39 名前:名も無きAAのようです 投稿日:2012/02/19(日) 00:46:43 ID:TPsYliTQ0
(;゚д)「て、天使がでたって本当か!?」

突然人の群れを掻き分けてギコードさんとディノさんが現れる。
どうやら誰かが呼びにいったらしい。

(#゚;;-゚)「背中に羽……たしかに天使だね」

(;゚Д゚)「まじかよ……なんだってこんな時に」

(;´曲`)「まったくだっテナー」

¥;・∀・¥「ねぇねぇ、ちょっとその天使仰向けにしてよ」

(;゚Д゚)「えぇ!? 俺に死ねっていうのかよ」

(#゚;;-゚)「死ぬ時はどうせ皆一緒だから大丈夫じゃない?」

(;゚Д゚)「あー、まあたしかにそうだな」

(;<●><●>)「もしかしたら弱い可能性もありますけどね」

(,,゚д)「え、そうなん? なら平気じゃん」

そう言い天使を仰向けにするギコードさん。
あまりの事に僕達を含め周りの人の時間が一瞬止まる。

(;<●><●>)「ど、どうやら目を覚ましませんでしたね」

¥ ・∀・¥「へぇ、綺麗な顔してるな……口から血が垂れてるけど」

40 名前:名も無きAAのようです 投稿日:2012/02/19(日) 00:47:37 ID:TPsYliTQ0
(,,゚д)「胸あるな、この天使は女かな」

(;゚;;-゚)「天使にも性別ってあるんだな」

僕も含め男性陣の視線が天使の胸に注がれる。
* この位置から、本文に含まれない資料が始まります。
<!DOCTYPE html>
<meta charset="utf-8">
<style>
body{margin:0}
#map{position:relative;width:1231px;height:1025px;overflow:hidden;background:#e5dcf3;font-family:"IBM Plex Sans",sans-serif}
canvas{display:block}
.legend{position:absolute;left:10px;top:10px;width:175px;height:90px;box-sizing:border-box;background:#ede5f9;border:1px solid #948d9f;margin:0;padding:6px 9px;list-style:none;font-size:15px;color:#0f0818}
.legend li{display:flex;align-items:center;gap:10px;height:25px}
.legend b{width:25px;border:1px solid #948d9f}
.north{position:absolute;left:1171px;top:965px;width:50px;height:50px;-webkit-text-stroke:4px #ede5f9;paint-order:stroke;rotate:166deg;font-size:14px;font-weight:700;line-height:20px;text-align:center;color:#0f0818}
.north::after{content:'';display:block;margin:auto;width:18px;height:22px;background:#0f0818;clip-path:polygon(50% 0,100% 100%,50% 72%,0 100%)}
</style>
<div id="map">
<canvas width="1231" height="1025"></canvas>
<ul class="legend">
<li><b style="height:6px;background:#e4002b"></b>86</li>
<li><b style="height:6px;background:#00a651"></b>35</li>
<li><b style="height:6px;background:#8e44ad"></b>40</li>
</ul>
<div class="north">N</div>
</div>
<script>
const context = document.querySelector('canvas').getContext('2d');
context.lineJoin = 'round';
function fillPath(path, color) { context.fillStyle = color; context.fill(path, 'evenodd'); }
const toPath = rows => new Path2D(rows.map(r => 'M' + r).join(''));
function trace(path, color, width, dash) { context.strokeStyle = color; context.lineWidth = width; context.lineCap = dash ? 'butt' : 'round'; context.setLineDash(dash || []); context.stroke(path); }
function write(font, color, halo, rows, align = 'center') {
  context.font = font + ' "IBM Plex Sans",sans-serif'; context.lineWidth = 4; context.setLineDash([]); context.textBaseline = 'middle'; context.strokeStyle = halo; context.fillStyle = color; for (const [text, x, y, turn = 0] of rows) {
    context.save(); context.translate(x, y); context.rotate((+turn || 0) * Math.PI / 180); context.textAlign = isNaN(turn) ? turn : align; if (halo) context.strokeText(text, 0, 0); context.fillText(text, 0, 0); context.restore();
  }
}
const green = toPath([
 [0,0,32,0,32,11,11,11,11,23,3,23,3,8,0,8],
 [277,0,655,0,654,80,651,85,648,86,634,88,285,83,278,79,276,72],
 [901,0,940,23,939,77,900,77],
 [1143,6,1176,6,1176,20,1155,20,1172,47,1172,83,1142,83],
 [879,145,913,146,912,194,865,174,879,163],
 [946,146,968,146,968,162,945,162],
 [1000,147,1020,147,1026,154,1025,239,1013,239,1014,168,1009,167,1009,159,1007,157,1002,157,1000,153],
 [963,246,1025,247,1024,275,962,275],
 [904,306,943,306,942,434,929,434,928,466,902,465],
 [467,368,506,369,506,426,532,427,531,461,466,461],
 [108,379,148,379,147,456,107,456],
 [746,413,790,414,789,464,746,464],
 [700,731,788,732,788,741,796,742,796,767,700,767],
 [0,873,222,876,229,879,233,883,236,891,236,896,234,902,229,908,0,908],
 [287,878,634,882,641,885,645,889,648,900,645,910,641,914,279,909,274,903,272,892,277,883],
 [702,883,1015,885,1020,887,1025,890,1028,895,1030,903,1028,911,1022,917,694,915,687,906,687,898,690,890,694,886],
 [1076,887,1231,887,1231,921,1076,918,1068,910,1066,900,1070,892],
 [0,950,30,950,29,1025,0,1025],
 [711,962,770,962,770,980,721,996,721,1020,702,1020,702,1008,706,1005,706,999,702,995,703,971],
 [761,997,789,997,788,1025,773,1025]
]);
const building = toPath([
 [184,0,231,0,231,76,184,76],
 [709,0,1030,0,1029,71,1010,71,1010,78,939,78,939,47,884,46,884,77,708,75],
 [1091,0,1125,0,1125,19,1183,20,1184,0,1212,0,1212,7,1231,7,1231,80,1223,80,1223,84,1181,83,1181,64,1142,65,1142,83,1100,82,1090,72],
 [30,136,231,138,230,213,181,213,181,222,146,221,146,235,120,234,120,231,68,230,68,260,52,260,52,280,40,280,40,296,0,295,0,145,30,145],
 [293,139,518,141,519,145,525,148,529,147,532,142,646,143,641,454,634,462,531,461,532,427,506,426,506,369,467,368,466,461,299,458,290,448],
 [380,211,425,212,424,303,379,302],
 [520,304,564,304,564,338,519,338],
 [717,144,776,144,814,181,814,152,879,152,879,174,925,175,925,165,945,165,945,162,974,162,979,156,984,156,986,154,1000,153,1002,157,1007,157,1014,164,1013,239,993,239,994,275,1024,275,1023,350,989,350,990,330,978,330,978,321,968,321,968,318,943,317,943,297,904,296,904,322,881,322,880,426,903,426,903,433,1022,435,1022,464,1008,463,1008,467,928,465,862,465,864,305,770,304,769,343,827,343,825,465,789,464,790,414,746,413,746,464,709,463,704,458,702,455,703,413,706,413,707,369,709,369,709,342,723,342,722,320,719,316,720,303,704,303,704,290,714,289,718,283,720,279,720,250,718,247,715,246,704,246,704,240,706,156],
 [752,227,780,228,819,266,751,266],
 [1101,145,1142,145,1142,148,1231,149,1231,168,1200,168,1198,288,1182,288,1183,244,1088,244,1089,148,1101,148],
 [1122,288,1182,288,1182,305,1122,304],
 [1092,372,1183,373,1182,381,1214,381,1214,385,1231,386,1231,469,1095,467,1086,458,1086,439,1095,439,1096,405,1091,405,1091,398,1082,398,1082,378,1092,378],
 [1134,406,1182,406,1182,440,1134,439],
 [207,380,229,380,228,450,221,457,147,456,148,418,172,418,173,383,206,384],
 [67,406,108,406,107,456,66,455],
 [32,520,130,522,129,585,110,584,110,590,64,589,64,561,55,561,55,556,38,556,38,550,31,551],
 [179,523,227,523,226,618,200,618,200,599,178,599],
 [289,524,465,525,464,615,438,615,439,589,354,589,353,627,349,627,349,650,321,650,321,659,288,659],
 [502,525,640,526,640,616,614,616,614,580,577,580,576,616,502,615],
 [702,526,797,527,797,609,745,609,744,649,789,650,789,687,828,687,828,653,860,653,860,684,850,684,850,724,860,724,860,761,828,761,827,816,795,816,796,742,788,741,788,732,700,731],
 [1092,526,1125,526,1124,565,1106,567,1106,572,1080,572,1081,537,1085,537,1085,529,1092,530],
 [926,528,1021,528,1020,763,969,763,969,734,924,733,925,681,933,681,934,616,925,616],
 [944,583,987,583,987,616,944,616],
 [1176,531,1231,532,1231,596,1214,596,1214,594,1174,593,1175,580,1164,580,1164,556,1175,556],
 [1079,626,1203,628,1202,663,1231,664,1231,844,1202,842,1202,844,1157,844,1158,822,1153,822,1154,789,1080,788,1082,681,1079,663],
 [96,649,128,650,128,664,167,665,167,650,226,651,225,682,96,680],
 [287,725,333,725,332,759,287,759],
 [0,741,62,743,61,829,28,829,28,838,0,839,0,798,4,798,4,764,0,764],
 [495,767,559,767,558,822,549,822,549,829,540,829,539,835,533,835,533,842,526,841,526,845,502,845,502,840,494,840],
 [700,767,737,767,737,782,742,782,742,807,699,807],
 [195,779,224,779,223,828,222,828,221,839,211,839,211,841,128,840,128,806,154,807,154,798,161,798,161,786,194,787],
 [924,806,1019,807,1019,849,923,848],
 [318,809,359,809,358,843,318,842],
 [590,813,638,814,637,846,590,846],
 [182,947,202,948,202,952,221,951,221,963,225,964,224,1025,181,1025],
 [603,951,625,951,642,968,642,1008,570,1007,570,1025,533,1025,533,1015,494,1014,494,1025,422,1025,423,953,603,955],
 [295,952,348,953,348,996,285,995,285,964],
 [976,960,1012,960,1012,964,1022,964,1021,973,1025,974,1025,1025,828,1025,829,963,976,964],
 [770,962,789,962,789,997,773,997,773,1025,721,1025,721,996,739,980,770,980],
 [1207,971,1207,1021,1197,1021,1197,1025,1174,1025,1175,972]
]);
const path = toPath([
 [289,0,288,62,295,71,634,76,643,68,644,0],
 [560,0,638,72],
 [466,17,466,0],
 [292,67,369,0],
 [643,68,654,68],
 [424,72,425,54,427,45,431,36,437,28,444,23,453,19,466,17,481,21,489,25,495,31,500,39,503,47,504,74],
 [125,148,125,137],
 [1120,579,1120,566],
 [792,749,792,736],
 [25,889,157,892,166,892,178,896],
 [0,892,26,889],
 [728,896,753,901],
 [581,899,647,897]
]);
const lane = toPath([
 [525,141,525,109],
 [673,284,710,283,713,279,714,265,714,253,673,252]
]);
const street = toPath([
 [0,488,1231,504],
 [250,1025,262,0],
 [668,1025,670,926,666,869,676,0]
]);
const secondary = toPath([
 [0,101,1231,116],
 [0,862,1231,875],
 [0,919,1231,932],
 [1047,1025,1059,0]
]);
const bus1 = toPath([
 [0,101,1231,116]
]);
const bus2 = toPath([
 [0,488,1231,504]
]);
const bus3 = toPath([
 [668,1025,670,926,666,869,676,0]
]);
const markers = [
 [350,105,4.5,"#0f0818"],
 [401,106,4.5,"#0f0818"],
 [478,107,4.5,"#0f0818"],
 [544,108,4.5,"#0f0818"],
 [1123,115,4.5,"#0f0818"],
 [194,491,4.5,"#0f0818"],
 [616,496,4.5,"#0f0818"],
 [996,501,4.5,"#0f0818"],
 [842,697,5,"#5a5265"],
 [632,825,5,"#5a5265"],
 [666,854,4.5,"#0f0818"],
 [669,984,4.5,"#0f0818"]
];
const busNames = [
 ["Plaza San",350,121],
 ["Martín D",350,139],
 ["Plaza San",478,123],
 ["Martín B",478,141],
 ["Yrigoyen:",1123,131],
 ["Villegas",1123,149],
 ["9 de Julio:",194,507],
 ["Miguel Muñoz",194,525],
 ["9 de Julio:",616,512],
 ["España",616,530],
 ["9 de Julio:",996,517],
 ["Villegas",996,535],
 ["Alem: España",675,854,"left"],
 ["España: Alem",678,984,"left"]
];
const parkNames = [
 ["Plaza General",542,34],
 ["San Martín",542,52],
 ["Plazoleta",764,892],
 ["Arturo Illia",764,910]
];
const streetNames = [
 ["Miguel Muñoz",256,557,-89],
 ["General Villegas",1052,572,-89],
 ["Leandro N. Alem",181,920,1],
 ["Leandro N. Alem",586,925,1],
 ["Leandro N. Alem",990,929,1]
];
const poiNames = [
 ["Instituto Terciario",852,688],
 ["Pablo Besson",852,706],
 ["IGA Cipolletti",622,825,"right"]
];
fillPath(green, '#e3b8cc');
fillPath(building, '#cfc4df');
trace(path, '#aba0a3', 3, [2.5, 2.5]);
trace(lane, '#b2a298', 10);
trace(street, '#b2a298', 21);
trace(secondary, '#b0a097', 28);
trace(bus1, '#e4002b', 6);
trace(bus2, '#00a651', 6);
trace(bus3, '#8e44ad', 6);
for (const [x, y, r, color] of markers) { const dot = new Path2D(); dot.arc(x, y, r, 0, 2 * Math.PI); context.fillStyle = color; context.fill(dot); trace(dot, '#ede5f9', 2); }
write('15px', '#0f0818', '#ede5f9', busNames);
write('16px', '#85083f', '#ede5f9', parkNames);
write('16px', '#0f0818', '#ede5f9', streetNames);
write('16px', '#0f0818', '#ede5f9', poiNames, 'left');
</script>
悲しきかな男の性である。

l从・、・;ノ!リ人「そ、そんな事よりお腹、怪我してるのじゃ」

腹部を指差す妹者ちゃん。
腹部のローブは血を吸ったせいか変色しており、たしかにそこを怪我している事が見て取れた。

(;゚Д゚)「どうしますか村長?」

(;´曲`)「いや、俺に聞かれても困るっテナー」

(;゚;;-゚)「でも、なにか決めて貰わないと」

(;´曲`)「いやいやいやいや……なんでもかんでも押し付けるのはよくないっテナー」

( <●><●>)「……いっそ助けてしまうのはどうでしょうか?」

(;^ω^)「そんな事して大丈夫なんですか?」

( <●><●>)「恐らくは知的生命体、恩は感じれど仇で返す可能性は少ないと思いますが」

(;ФωФ)「だが、奴らは文明を滅ぼしたのだぞ」

( <●><●>)「ですが、教会の教えでは行き過ぎた人間の行為に罰を与えたと教えていると聞いていますが」

l从・、・;ノ!リ人「う、うん……デレさんはそう言ってたのじゃ」

(;ФωФ)「だが危険なことには変わりはない!」

41 名前:名も無きAAのようです 投稿日:2012/02/19(日) 00:48:25 ID:TPsYliTQ0
( <●><●>)「兄さん、貴方が決めてください」

(;´曲`)「そうは言われてもな……」

( <●><●>)「もしかしたら、救った礼をしてくれるかも知れませんよ」

(;´曲`)「うーん……」

(;ФωФ)「我輩は反対する、こんな危険分子を村に連れ込む等正気の沙汰ではない」

( <●><●>)「伝承ではそうかも知れませんが、現実には違うかも知れませんよ」

(;゚Д゚)「どっちでもいいから早く決めてくれよ」

(;´曲`)「……本当に安全なんだろうな?」

( <●><●>)「少なくとも恩人を襲うような真似はしないとは思いますが……
        それに、どうせ治療するのは私なんですからいざという時は私が犠牲になりましょう」

(;ФωФ)「お前が犠牲になるという事は我々も犠牲になるという事ではないか!」

( <●><●>)「そうならないように説得はしますよ」

(;´曲`)「……分かった。
      弟のお前がそう言うんだ……ここは一つ助けてやってみようじゃないか」

(;゚д)「村長がそう言うなら」

(;ФωФ)「……そう決定したなら従おう」

42 名前:名も無きAAのようです 投稿日:2012/02/19(日) 00:49:23 ID:TPsYliTQ0
こうして落ちてきた天使はワカッテマスさんが運営する診療所へと運ばれていった。
結局、この日の収穫祭はほとんどベリーを収穫できずに終わってしまった。

皆がその場を立ち去って行く中、僕は落としたベリーを拾い籠の中へと入れていく。
一応収穫した物だ。
落としてしまったが、水で洗えばなんとかなる。

あらかた拾い終えた僕は、最後に天使の頬に投げたベリーを拾い上げる。
少し天使の血がついていたが、それ以外には汚れはなくめだった傷もない。

( ^ω^)(血がついてるってだけで捨てちまうのももったいない……食っちまうかお)

僕はベリーを口の中に放り込み、1齧りしベリーを飲み込む。


あれだけの騒ぎがあった後だからであろうか、今まで食べたベリーよりも何倍もおいしく感じた。